#shorts #gregorianchant
An excerpt of the haunting Easter Sunday Gradual, Haec Dies, performed by @jasongutekunst
Forget chant as you knew it! (Or if you love that style, kindly put a pin it for now.)
Many of us, even those who study and perform the genre, have learned a narrow definition of what constitutes "Gregorian chant." Often this sounds rhythmically anemic, ever acapella, and sung by ecclesiasts in pursuit of some kind of mortify-the-flesh penitentialism.
Hark! This performance throws all that out the window and strives to breathe LIFE back into these chants, by delving back into the often obscure, but MUCH older neumes [cf. notes] from St.
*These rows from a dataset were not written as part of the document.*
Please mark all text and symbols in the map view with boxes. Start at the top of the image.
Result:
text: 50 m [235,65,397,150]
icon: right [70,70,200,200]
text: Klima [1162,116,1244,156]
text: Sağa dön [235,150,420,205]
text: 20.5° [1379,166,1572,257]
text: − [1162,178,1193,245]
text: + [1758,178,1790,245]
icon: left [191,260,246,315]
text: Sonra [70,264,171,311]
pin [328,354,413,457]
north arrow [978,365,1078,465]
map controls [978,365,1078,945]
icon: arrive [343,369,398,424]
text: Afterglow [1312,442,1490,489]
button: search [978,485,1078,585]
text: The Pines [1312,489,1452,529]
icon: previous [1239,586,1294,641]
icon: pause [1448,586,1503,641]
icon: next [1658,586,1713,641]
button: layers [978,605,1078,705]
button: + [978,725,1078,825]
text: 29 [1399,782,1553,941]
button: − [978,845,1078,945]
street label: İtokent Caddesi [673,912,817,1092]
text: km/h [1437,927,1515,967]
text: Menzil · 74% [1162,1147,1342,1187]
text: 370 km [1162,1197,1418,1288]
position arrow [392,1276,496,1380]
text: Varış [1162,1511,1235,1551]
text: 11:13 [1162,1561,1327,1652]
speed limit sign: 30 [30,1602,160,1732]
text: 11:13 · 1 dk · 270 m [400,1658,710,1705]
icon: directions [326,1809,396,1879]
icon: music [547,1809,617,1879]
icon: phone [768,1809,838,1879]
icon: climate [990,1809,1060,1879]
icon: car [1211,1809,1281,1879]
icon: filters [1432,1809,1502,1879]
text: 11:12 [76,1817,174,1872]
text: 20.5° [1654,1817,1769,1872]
Gall & Laon (9th - 11th centuries) as contained in the Graduale Triplex.
To return to contemporary chant, often called 'plainchant', while often stylized as ancient, it is actually a more modern descendent of older performance traditions (Celtic, Gallican, etc.) as denoted by the various systems of neumes. I prefer to recognize the hierophanic in each of these traditions as contiguous rather than in competition.
Check out the full version of Haec Dies, and more at www.youtube.com/@jasongoodcraft, available now!
Sources:
Abbey of Solesmes. "Graduale Triplex." (1974).
Cardine, Dom. Eugene. "Gregorian Semiology." (1982).
Hiley, David. "Western Plainchant: A Handbook." (1993).
Jeffries, Peter. "Reenvisioning Past Musical Cultures: Ethnomusicology in the
Study of Gregorian Chant." (1992).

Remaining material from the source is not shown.